No good energy choices?

March 10, 2011

There is a list of Ontario generating stations online, categorized by type. The hydro-electric stations between Westport and Kingston produce a total of 5.2 megawatts, according to the chart. A seventy-acre solar farm is rated at 10.0 megawatts.

So which costs more? Forty million dollars for panels is a steep price against an expected 20-year lifespan. But how much for a series of hydro-electric plants with indefinite lifespans?

The opportunity costs figure prominently in the balance, as well. Dams and non-seasonal drawdowns to feed the generators have the potential to disrupt the ecosystem of the entire area, not to mention the lives of many waterway users, in return for a piddling amount of electricity. On the other hand I doubt if anyone will miss seventy acres out of the Eastern Ontario landscape in the short term, especially when the solar fields can only be installed on class 4 or worse land.

But there’s no way a solar panel can produce at anywhere near its rated level. The sun goes down. Clouds interfere. Snow sits for long periods on even steeply-sloping panels. But hydro stations on the Rideau quickly run out of water after going full-bore during spring runoff, so they can’t produce their rated power, either.

Dwarfing both sources a thousandfold are nuclear generating stations. These things are serious producers, 24/7, virtually forever. Of course there are some high costs per megawatt there, and the doomsday threat. After the huge earthquake and resulting tsunami tore Japan apart and damaged at least six reactors at the Fukushima Dai-ichi nuclear complex, controllers have been forced to flood three of them with sea water to save lives, thereby destroying an enormous investment in the economy of the country. Will Japan ever recover from the damage it has undergone this week?

Our memories immediately flip back to Three Mile Island (1979) and Chernobyl (1986), tales of human error and bad engineering. In the case of the Japanese reactors, they were apparently engineered to handle a massive earthquake, shutting down automatically, and things were going fine until the flooding from the tsunami killed the emergency diesel generators which provided cooling water to the fuel rods. Even with the best of engineering, nuclear devices can fail, and when they do they endanger entire populations and landscapes. That’s the problem with large-scale projects.

Coal power is likely the cheapest souce of electrical energy. All you have to do is build the plant, fire it up, and keep the legislators paid off. I wonder how the dirt factor per unit of energy stacks up between coal and oil sands bitumen?

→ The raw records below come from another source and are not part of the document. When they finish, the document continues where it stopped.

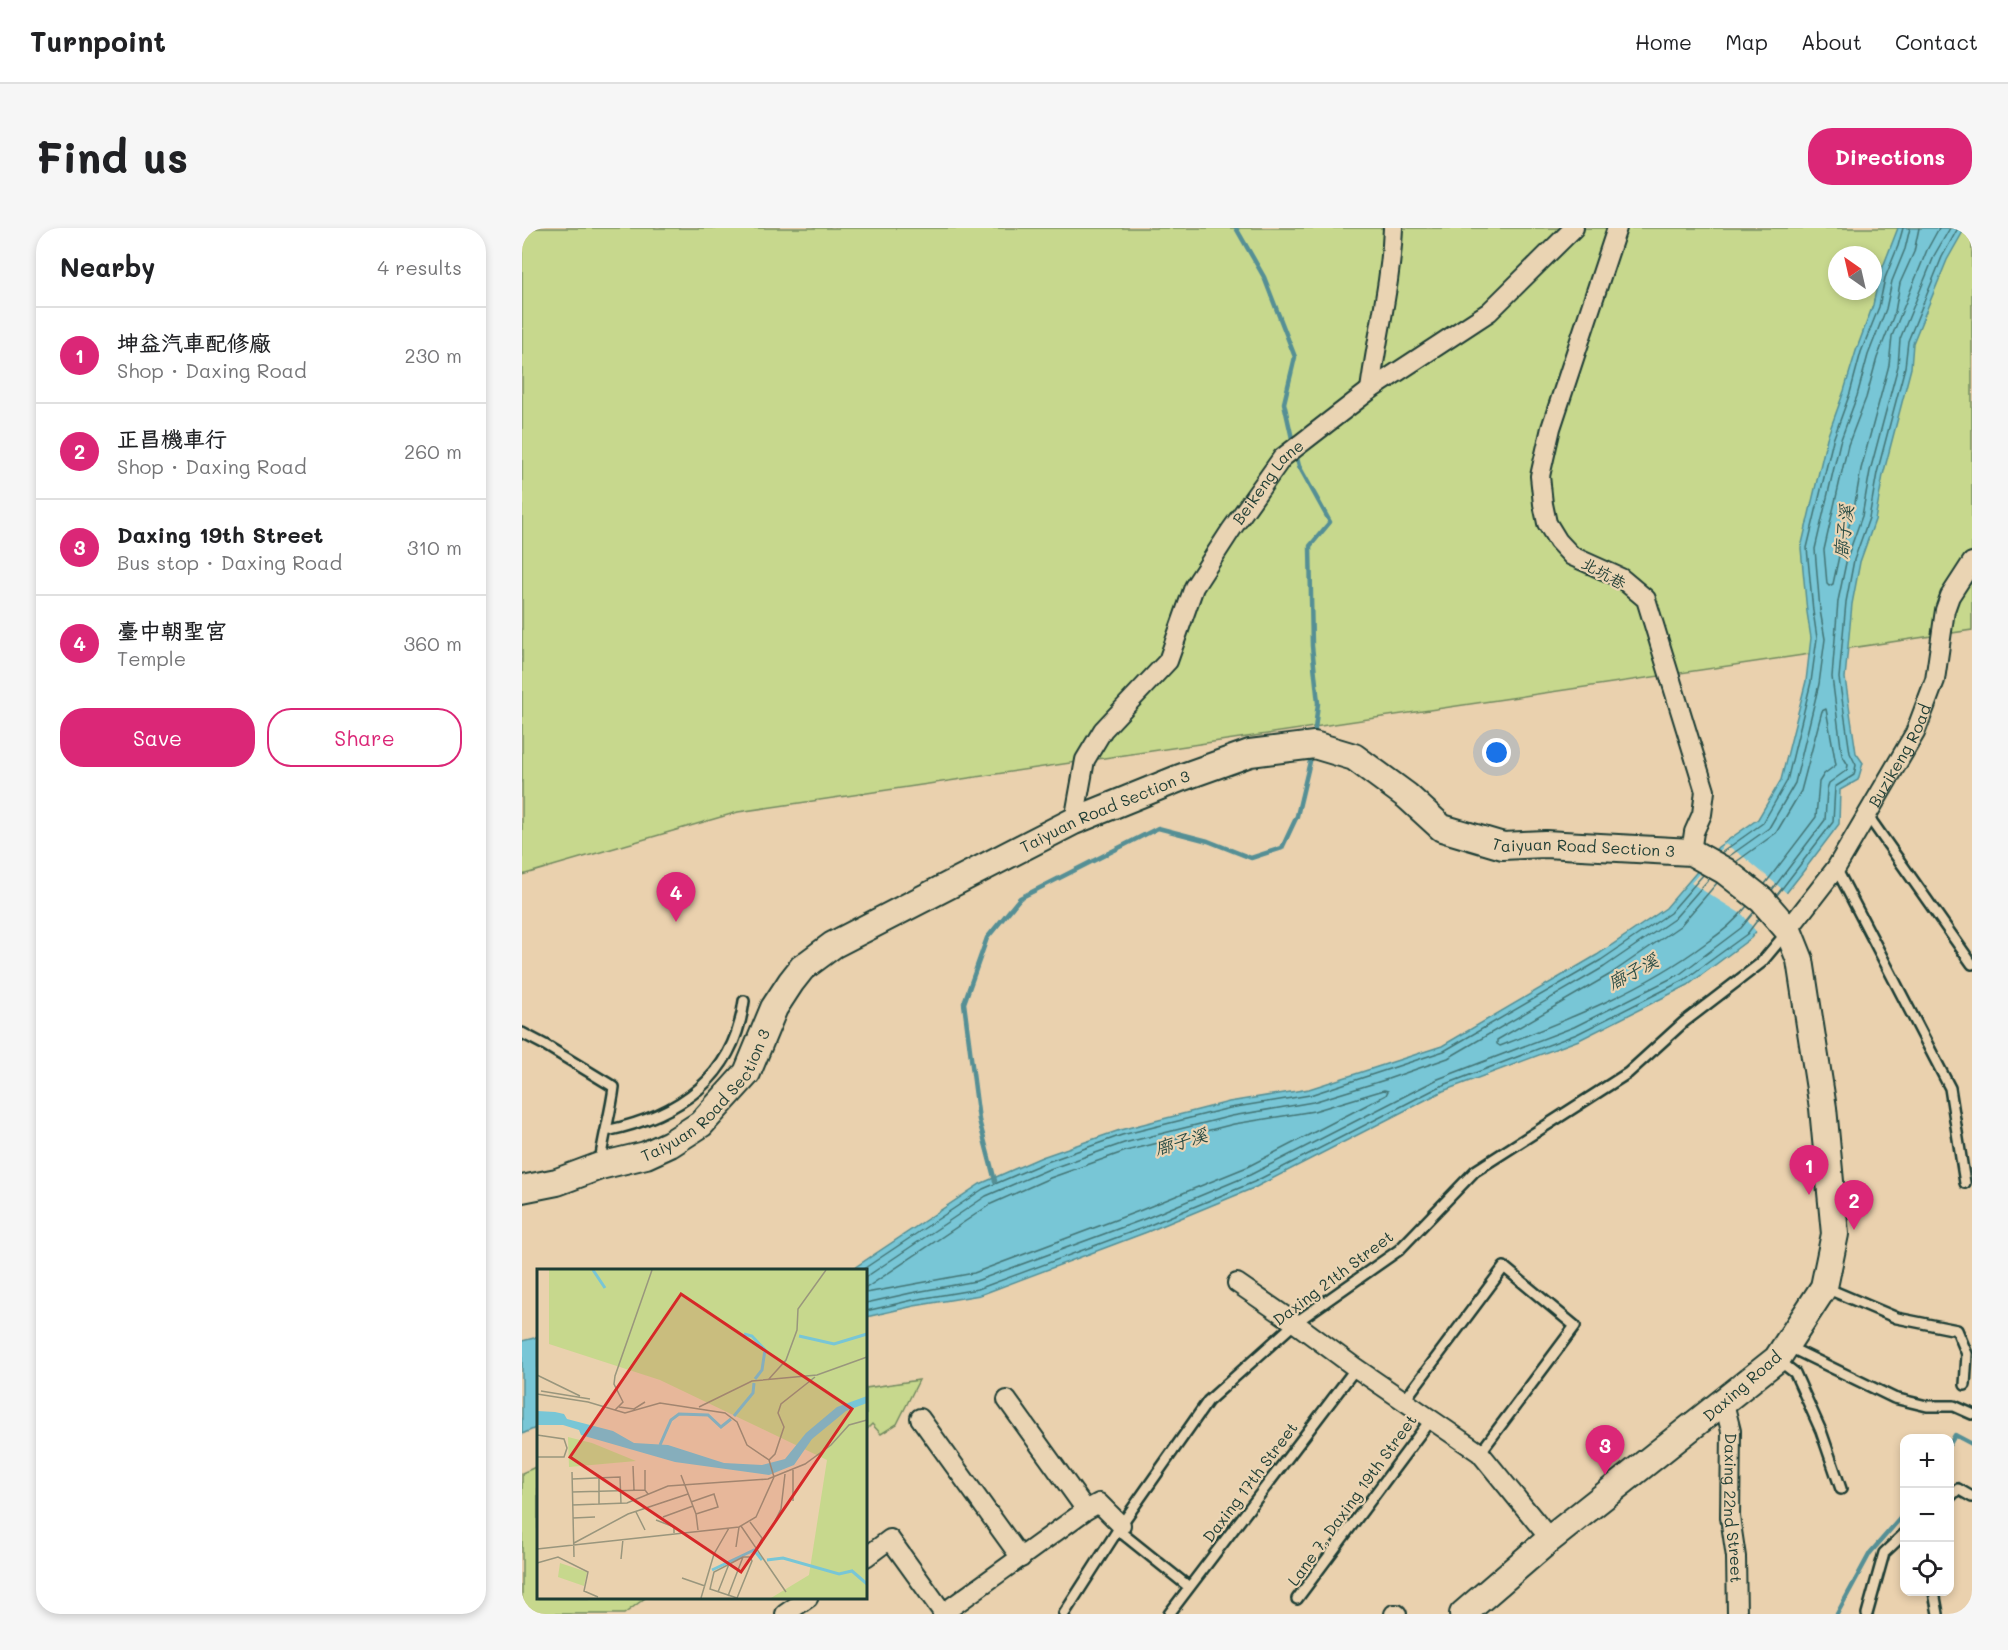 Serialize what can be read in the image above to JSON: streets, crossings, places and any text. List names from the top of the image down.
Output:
{
  "streets": {
    "main road": ["Taiyuan Road Section 3", "Daxing Road"],
    "street": [
      "Beikeng Lane",
      "北坑巷",
      "Buzikeng Road",
      "Daxing 22nd Street"
    ],
    "lane": ["Daxing 21th Street", "Daxing 17th Street", "Lane 7, Daxing 19th Street"]
  },
  "crossings": [
    ["Beikeng Lane", "Taiyuan Road Section 3"],
    ["北坑巷", "Taiyuan Road Section 3"],
    ["北坑巷", "Daxing Road"],
    ["Buzikeng Road", "Daxing 21th Street"],
    ["Buzikeng Road", "Daxing Road"],
    ["Taiyuan Road Section 3", "Daxing Road"],
    ["Daxing 21th Street", "Daxing Road"],
    ["Daxing Road", "Daxing 22nd Street"]
  ],
  "water": ["廍子溪"],
  "north": "top left",
  "page": {
    "header": "Turnpoint",
    "nav": [
      "Home",
      "Map",
      "About",
      "Contact"
    ],
    "buttons": [
      "Directions",
      ["Save", "Share"]
    ],
    "title": "Find us",
    "heading": ["Nearby", "4 results"],
    "list": [
      {
        "mark": "1",
        "name": "坤益汽車配修廠",
        "note": "Shop · Daxing Road",
        "value": "230 m"
      },
      {
        "mark": "2",
        "name": "正昌機車行",
        "note": "Shop · Daxing Road",
        "value": "260 m"
      },
      {
        "mark": "3",
        "name": "Daxing 19th Street",
        "note": "Bus stop · Daxing Road",
        "value": "310 m"
      },
      {
        "mark": "4",
        "name": "臺中朝聖宮",
        "note": "Temple",
        "value": "360 m"
      }
    ],
    "pins": [
      "4",
      "1",
      "2",
      "3"
    ],
    "map_buttons": ["+", "−"]
  }
}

In the context of this enormously complex power market, solar farms may not be so crazy. They can’t be accused of polluting the air above them in the manner of a coal-fired plant, and they aren’t likely to blow us to kingdom come in a meltdown. Sunlight is a year-round resource, unlike the annual spring runoff for hydro.

Rated at 197.8 megawatts, the Wolfe Island Wind Project with eighty-six wind turbines is the second-largest wind project in Canada. Toronto papers are full of dark grumblings about wind power, but when asked last month, Wolfe Island residents seemed generally positive about the project.

On February 22nd Patrick Meagher and Jessica Simms of Farmer’s Forum handed out surveys of attitudes toward wind turbines to the occupants of cars waiting for their morning ferry off the island. Of the two hundred adults asked, only two declined.

“79% of respondents say they either approve (53%) of the wind turbines or that they don’t affect them or aren’t sure (26%). At the same time 21% said they were opposed to the wind turbines. That’s 42 of 200 people polled, not a number easily dismissed (Farmer’s Forum, March 2011).”

You can find the well-written report of the survey on


2 Responses to “No good energy choices?”

  1. Martin Says:

    I’m optimistic about thorium-fueled nuclear reactors. Too bad China will beat us to it…

  2. rodcros Says:

    That’s an interesting article. So the dirty method of making steam was preferred because it produced weapons-grade plutonium as a by-product. The other method just made steam. No budget for it from Unce Sam!